There is a paucity of accurate and reliable biomarkers to detect traumatic brain injury, grade its severity, and model post-traumatic brain injury (TBI) recovery. This gap could be addressed via advances in brain mapping which define injury signatures and enable tracking of post-injury trajectories at the individual level. Mapping of molecular and anatomical changes and of modifications in functional activation supports the conceptual paradigm of TBI as a disorder of large-scale neural connectivity. Imaging approaches with particular relevance are magnetic resonance techniques (diffusion weighted imaging, diffusion tensor imaging, susceptibility weighted imaging, magnetic resonance spectroscopy, functional magnetic resonance imaging, and positron emission tomographic methods including molecular neuroimaging). Inferences from mapping represent unique endophenotypes which have the potential to transform classification and treatment of patients with TBI. Limitations of these methods, as well as future research directions, are highlighted.

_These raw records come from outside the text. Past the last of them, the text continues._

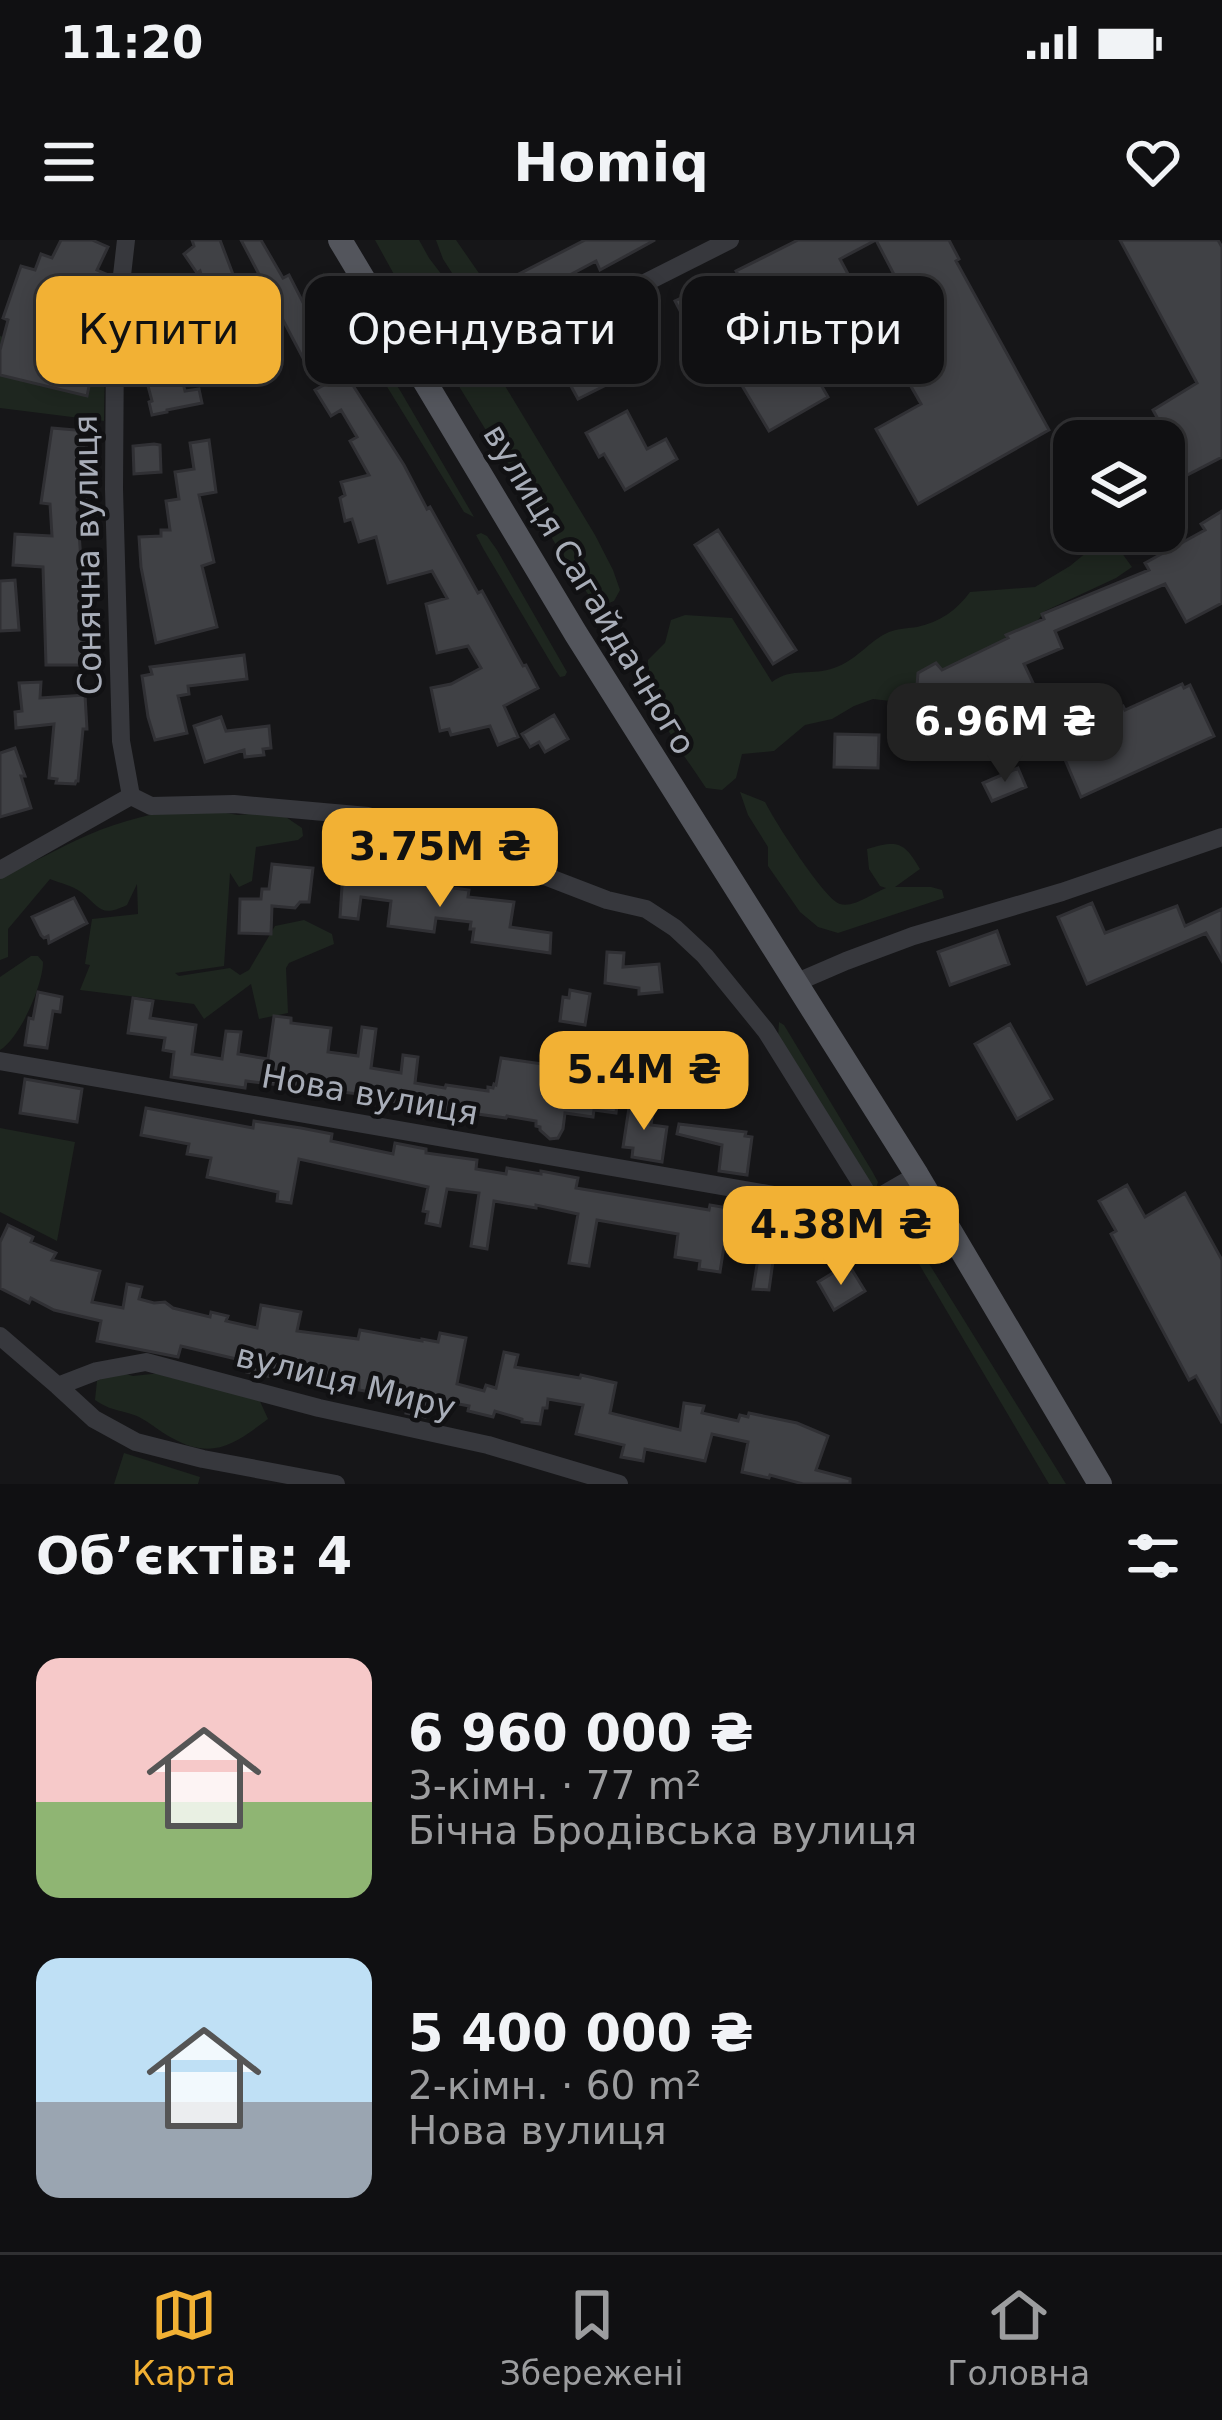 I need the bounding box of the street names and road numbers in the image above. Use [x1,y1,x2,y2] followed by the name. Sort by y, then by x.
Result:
[66,415,109,695] street label: Сонячна вулиця
[475,417,704,761] street label: вулиця Сагайдачного
[259,1056,481,1133] street label: Нова вулиця
[232,1335,460,1428] street label: вулиця Миру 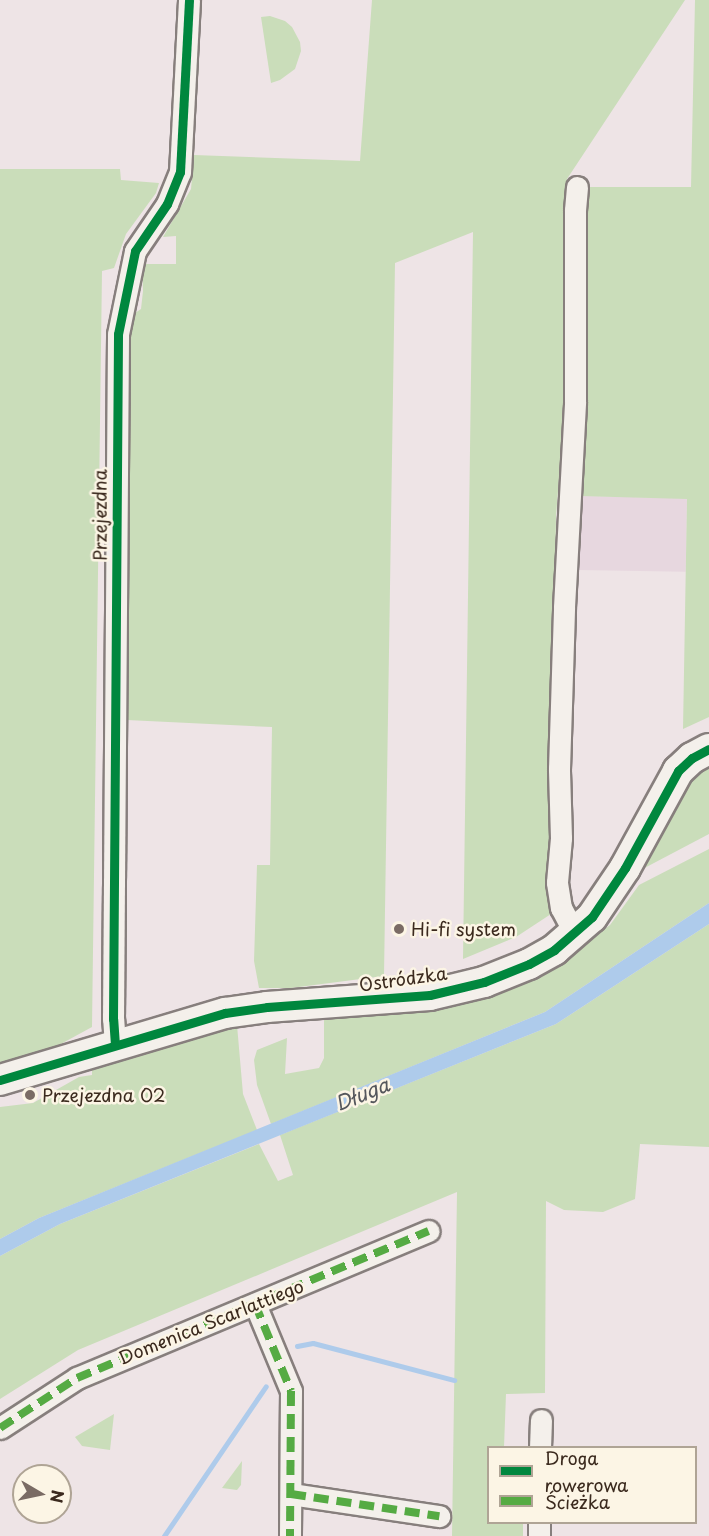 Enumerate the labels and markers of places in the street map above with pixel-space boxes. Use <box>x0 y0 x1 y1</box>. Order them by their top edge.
place label: Hi-fi system <box>411 918 517 940</box>
marker: Hi-fi system <box>392 922 406 936</box>
place label: Przejezdna 02 <box>42 1084 165 1106</box>
marker: Przejezdna 02 <box>23 1088 37 1102</box> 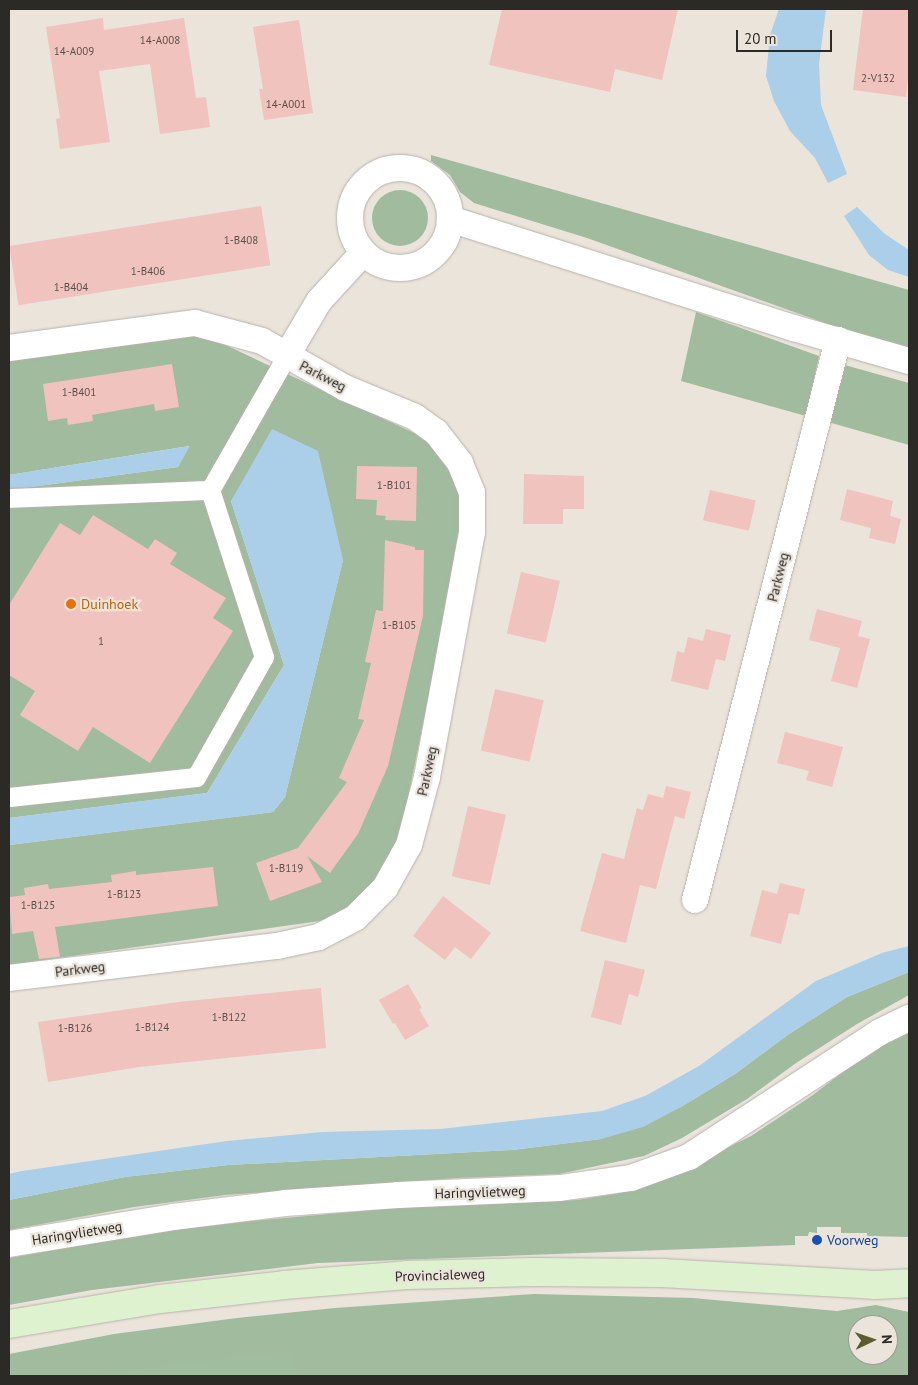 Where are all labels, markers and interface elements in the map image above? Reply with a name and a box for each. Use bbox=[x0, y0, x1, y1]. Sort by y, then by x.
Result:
scale bar bbox=[738, 20, 834, 52]
text: 20 m bbox=[744, 29, 777, 48]
house number: 14-A008 bbox=[140, 33, 180, 47]
house number: 14-A009 bbox=[54, 44, 94, 58]
house number: 2-V132 bbox=[861, 71, 895, 85]
house number: 14-A001 bbox=[266, 97, 306, 111]
house number: 1-B408 bbox=[224, 233, 258, 247]
house number: 1-B406 bbox=[131, 264, 165, 278]
house number: 1-B404 bbox=[54, 280, 88, 294]
street label: Parkweg bbox=[297, 357, 349, 395]
house number: 1-B401 bbox=[62, 385, 96, 399]
house number: 1-B101 bbox=[377, 478, 411, 492]
street label: Parkweg bbox=[764, 551, 792, 603]
place label: Duinhoek bbox=[81, 596, 138, 612]
marker: Duinhoek bbox=[65, 598, 77, 610]
house number: 1-B105 bbox=[382, 618, 416, 632]
house number: 1 bbox=[98, 634, 104, 648]
street label: Parkweg bbox=[414, 745, 440, 797]
house number: 1-B119 bbox=[269, 861, 303, 875]
house number: 1-B123 bbox=[107, 887, 141, 901]
house number: 1-B125 bbox=[21, 898, 55, 912]
street label: Parkweg bbox=[54, 958, 106, 980]
house number: 1-B122 bbox=[212, 1010, 246, 1024]
house number: 1-B124 bbox=[135, 1020, 169, 1034]
house number: 1-B126 bbox=[58, 1021, 92, 1035]
street label: Haringvlietweg bbox=[434, 1182, 526, 1202]
street label: Haringvlietweg bbox=[31, 1218, 123, 1248]
place label: Voorweg bbox=[827, 1232, 879, 1248]
marker: Voorweg bbox=[811, 1234, 823, 1246]
street label: Provincialeweg bbox=[395, 1265, 485, 1285]
north arrow bbox=[848, 1315, 898, 1365]
text: N bbox=[878, 1334, 896, 1344] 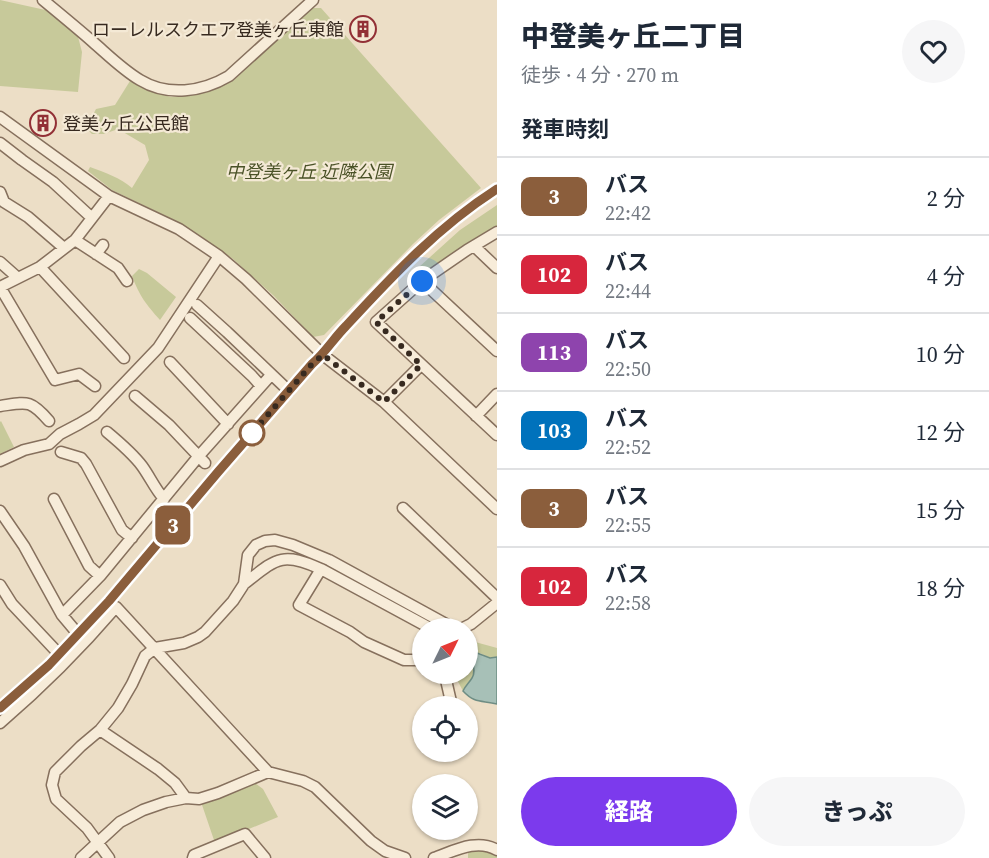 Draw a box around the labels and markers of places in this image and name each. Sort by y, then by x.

目前缺乏准确可靠的生物标志物来检测创伤性脑损伤、对其严重程度进行分级,并对创伤性脑损伤(TBI)后的恢复情况进行建模。这一差距可以通过脑图谱的进步来解决,脑图谱定义了损伤特征,并能够在个体水平上跟踪损伤后的轨迹。对分子和解剖变化以及功能激活的修饰的映射支持 TBI 作为一种大规模神经连接障碍的概念范例。具有特别相关性的成像方法是磁共振技术(弥散加权成像、弥散张量成像、磁化率加权成像、磁共振波谱、功能磁共振成像和正电子发射断层扫描方法,包括分子神经影像学)。映射的推断代表了独特的内表型,有可能改变 TBI 患者的分类和治疗。强调了这些方法的局限性以及未来的研究方向。